- _TASK DESCRIPTION_: A verbatim repeat of the lines below is required, with the pictures removed.

** INPUT MATERIAL follows **

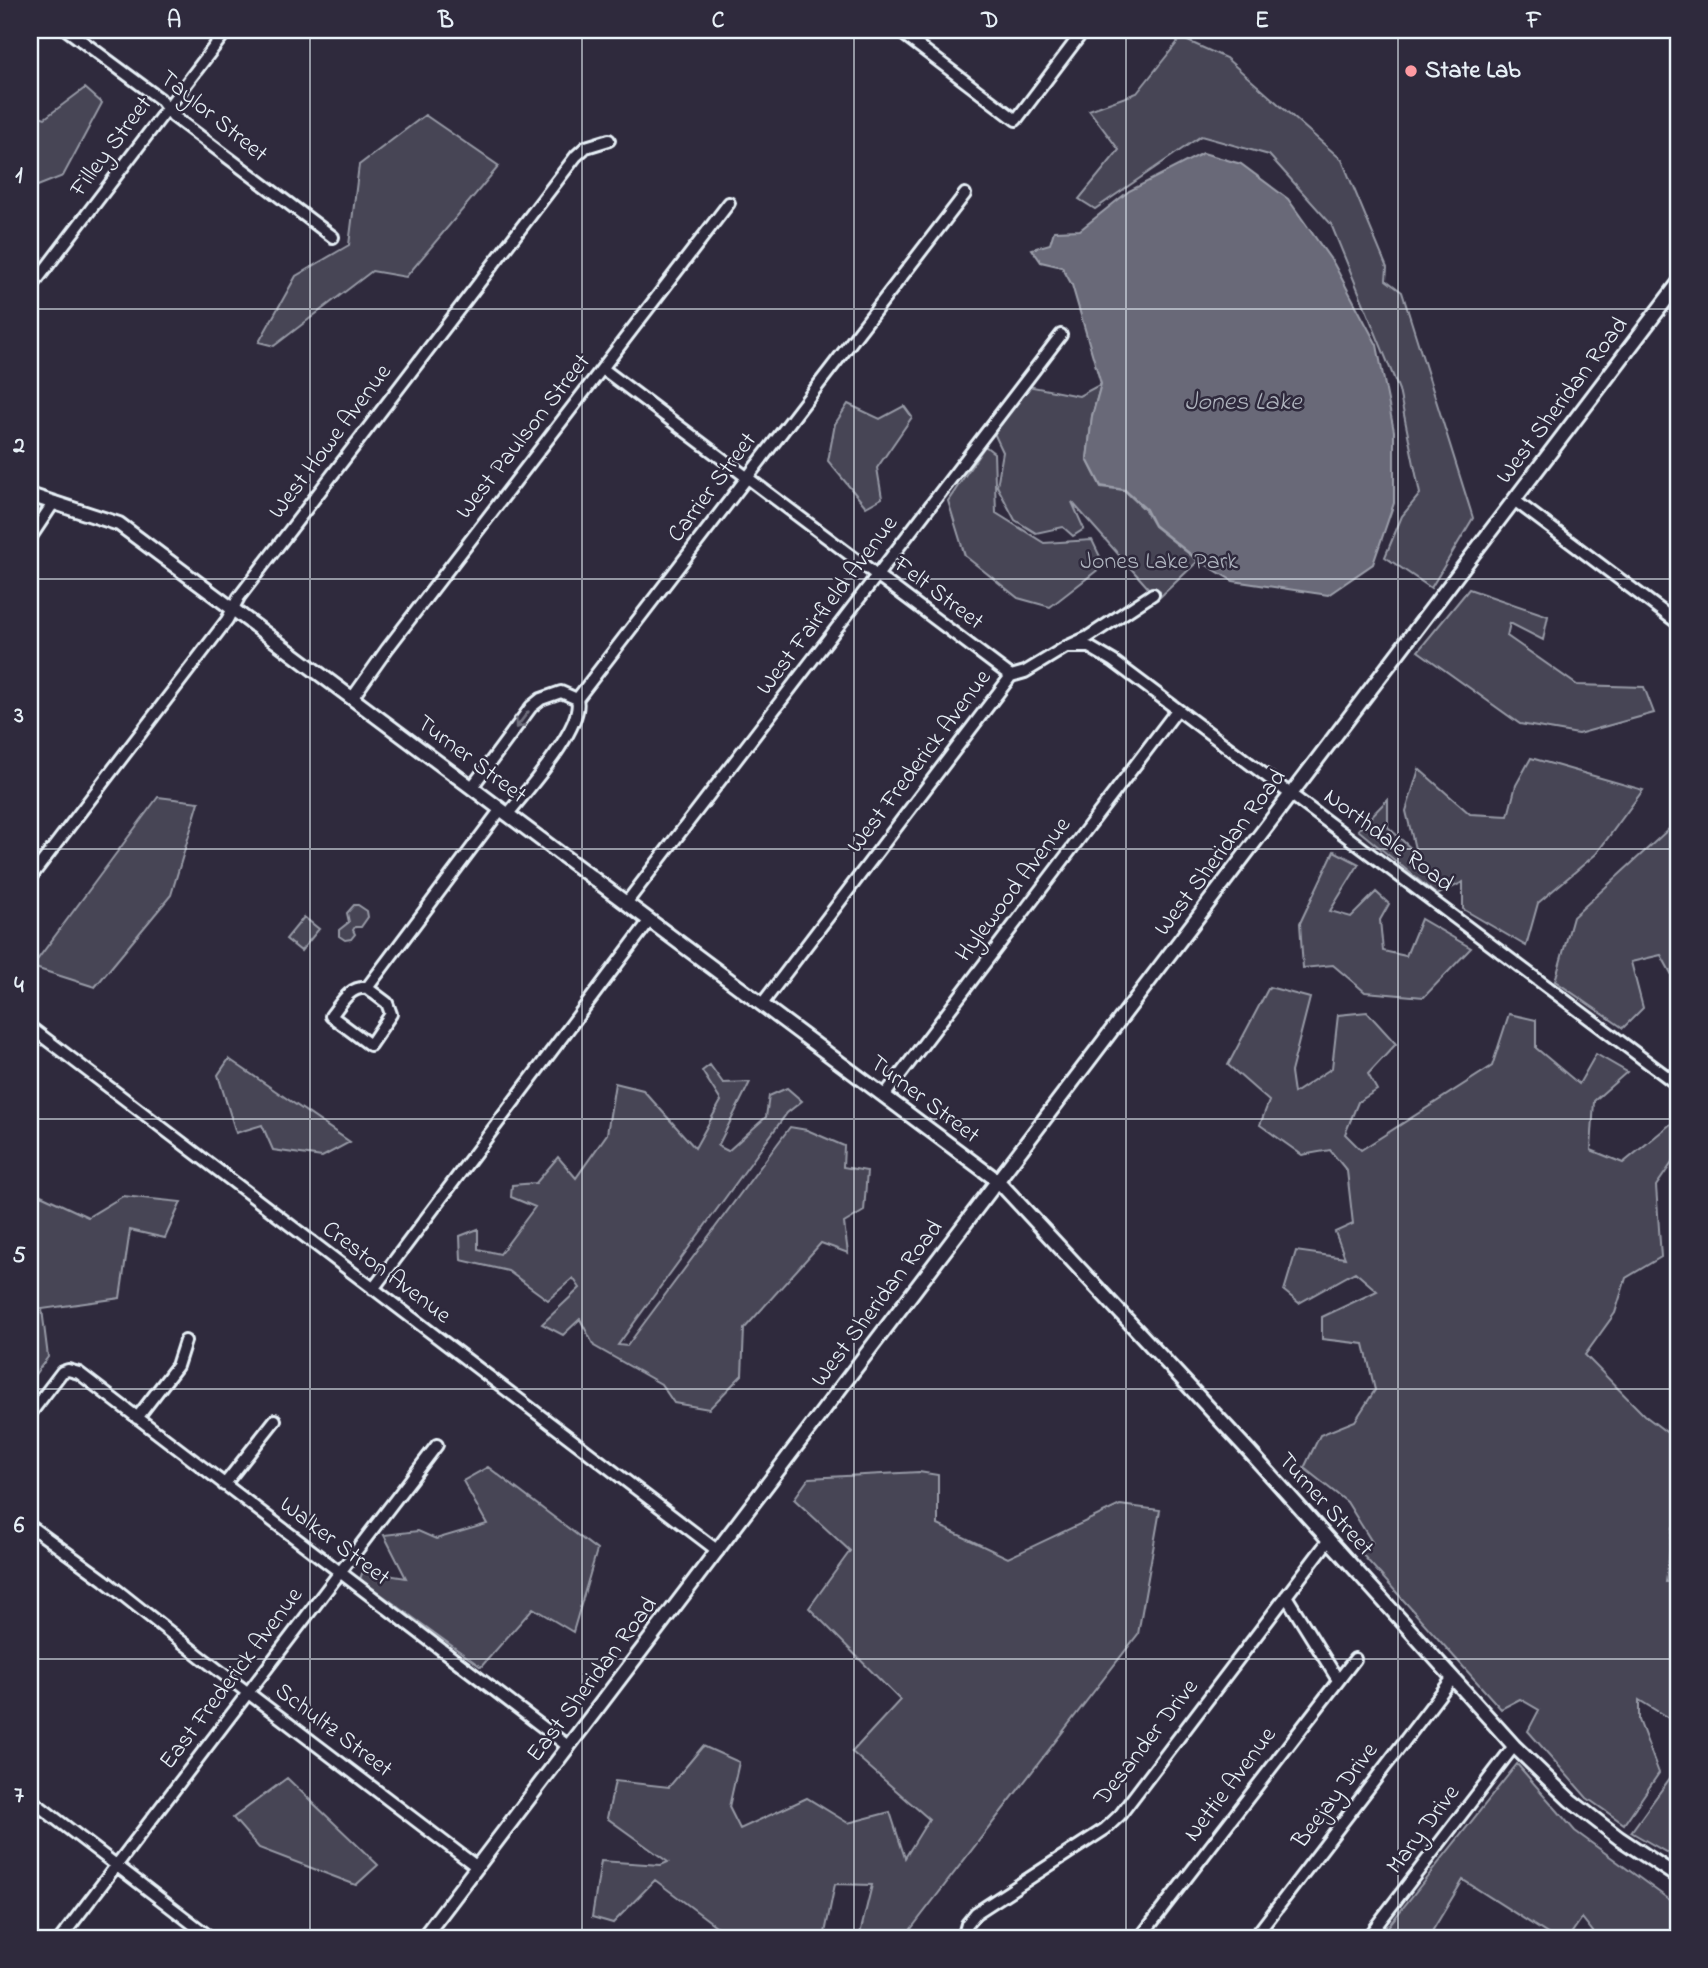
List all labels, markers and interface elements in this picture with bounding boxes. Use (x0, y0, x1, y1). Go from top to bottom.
text: A (167, 5, 181, 38)
text: B (437, 5, 454, 38)
text: C (712, 5, 725, 38)
text: D (981, 5, 998, 38)
text: E (1255, 5, 1269, 38)
text: F (1526, 5, 1542, 38)
place label: State Lab (1425, 54, 1521, 89)
street label: Taylor Street (151, 62, 275, 172)
marker: State Lab (1403, 63, 1419, 79)
street label: Filley Street (62, 89, 162, 206)
text: 1 (15, 160, 23, 193)
street label: West Sheridan Road (1488, 310, 1638, 492)
street label: West Paulson Street (448, 347, 600, 527)
street label: West Howe Avenue (261, 357, 401, 527)
water label: Jones Lake (1184, 384, 1303, 422)
street label: Carrier Street (660, 426, 766, 550)
text: 2 (12, 430, 25, 463)
street label: West Fairfield Avenue (749, 508, 908, 703)
park label: Jones Lake Park (1080, 545, 1238, 580)
street label: Felt Street (885, 548, 990, 640)
street label: West Frederick Avenue (839, 662, 1001, 861)
text: 3 (13, 700, 24, 733)
street label: Turner Street (409, 707, 533, 813)
one-way arrow (515, 710, 529, 729)
street label: West Sheridan Road (1146, 762, 1296, 944)
street label: Northdale Road (1316, 780, 1461, 902)
street label: Hylewood Avenue (948, 810, 1081, 971)
text: 4 (14, 970, 24, 1003)
street label: Turner Street (862, 1047, 986, 1153)
street label: Creston Avenue (314, 1213, 458, 1333)
street label: West Sheridan Road (803, 1213, 953, 1395)
text: 5 (12, 1240, 26, 1273)
street label: Turner Street (1269, 1445, 1381, 1565)
street label: Walker Street (271, 1489, 397, 1595)
text: 6 (14, 1510, 25, 1543)
street label: East Frederick Avenue (152, 1580, 312, 1778)
street label: East Sheridan Road (519, 1589, 667, 1770)
street label: Desander Drive (1085, 1672, 1208, 1815)
street label: Schultz Street (267, 1675, 399, 1787)
street label: Nettie Avenue (1176, 1720, 1286, 1850)
street label: Beejay Drive (1284, 1735, 1388, 1858)
street label: Mary Drive (1379, 1778, 1470, 1883)
text: 7 (14, 1780, 24, 1813)

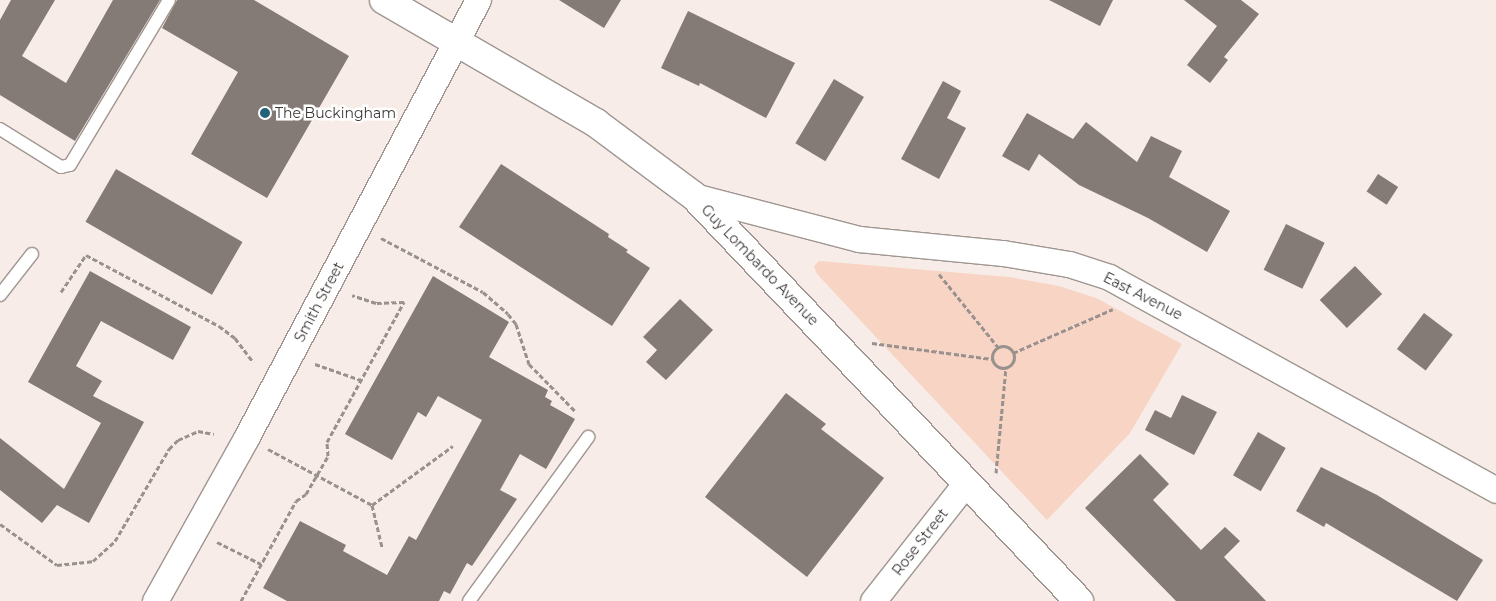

** End of INPUT MATERIAL **

- _EXERCISE RESPONSE_:
List all labels, markers and interface elements in this picture with bounding boxes. Use (x0, y0, x1, y1). Go from top to bottom.
text: A (167, 5, 181, 38)
text: B (437, 5, 454, 38)
text: C (712, 5, 725, 38)
text: D (981, 5, 998, 38)
text: E (1255, 5, 1269, 38)
text: F (1526, 5, 1542, 38)
place label: State Lab (1425, 54, 1521, 89)
street label: Taylor Street (151, 62, 275, 172)
marker: State Lab (1403, 63, 1419, 79)
street label: Filley Street (62, 89, 162, 206)
text: 1 (15, 160, 23, 193)
street label: West Sheridan Road (1488, 310, 1638, 492)
street label: West Paulson Street (448, 347, 600, 527)
street label: West Howe Avenue (261, 357, 401, 527)
water label: Jones Lake (1184, 384, 1303, 422)
street label: Carrier Street (660, 426, 766, 550)
text: 2 (12, 430, 25, 463)
street label: West Fairfield Avenue (749, 508, 908, 703)
park label: Jones Lake Park (1080, 545, 1238, 580)
street label: Felt Street (885, 548, 990, 640)
street label: West Frederick Avenue (839, 662, 1001, 861)
text: 3 (13, 700, 24, 733)
street label: Turner Street (409, 707, 533, 813)
one-way arrow (515, 710, 529, 729)
street label: West Sheridan Road (1146, 762, 1296, 944)
street label: Northdale Road (1316, 780, 1461, 902)
street label: Hylewood Avenue (948, 810, 1081, 971)
text: 4 (14, 970, 24, 1003)
street label: Turner Street (862, 1047, 986, 1153)
street label: Creston Avenue (314, 1213, 458, 1333)
street label: West Sheridan Road (803, 1213, 953, 1395)
text: 5 (12, 1240, 26, 1273)
street label: Turner Street (1269, 1445, 1381, 1565)
street label: Walker Street (271, 1489, 397, 1595)
text: 6 (14, 1510, 25, 1543)
street label: East Frederick Avenue (152, 1580, 312, 1778)
street label: East Sheridan Road (519, 1589, 667, 1770)
street label: Desander Drive (1085, 1672, 1208, 1815)
street label: Schultz Street (267, 1675, 399, 1787)
street label: Nettie Avenue (1176, 1720, 1286, 1850)
street label: Beejay Drive (1284, 1735, 1388, 1858)
street label: Mary Drive (1379, 1778, 1470, 1883)
text: 7 (14, 1780, 24, 1813)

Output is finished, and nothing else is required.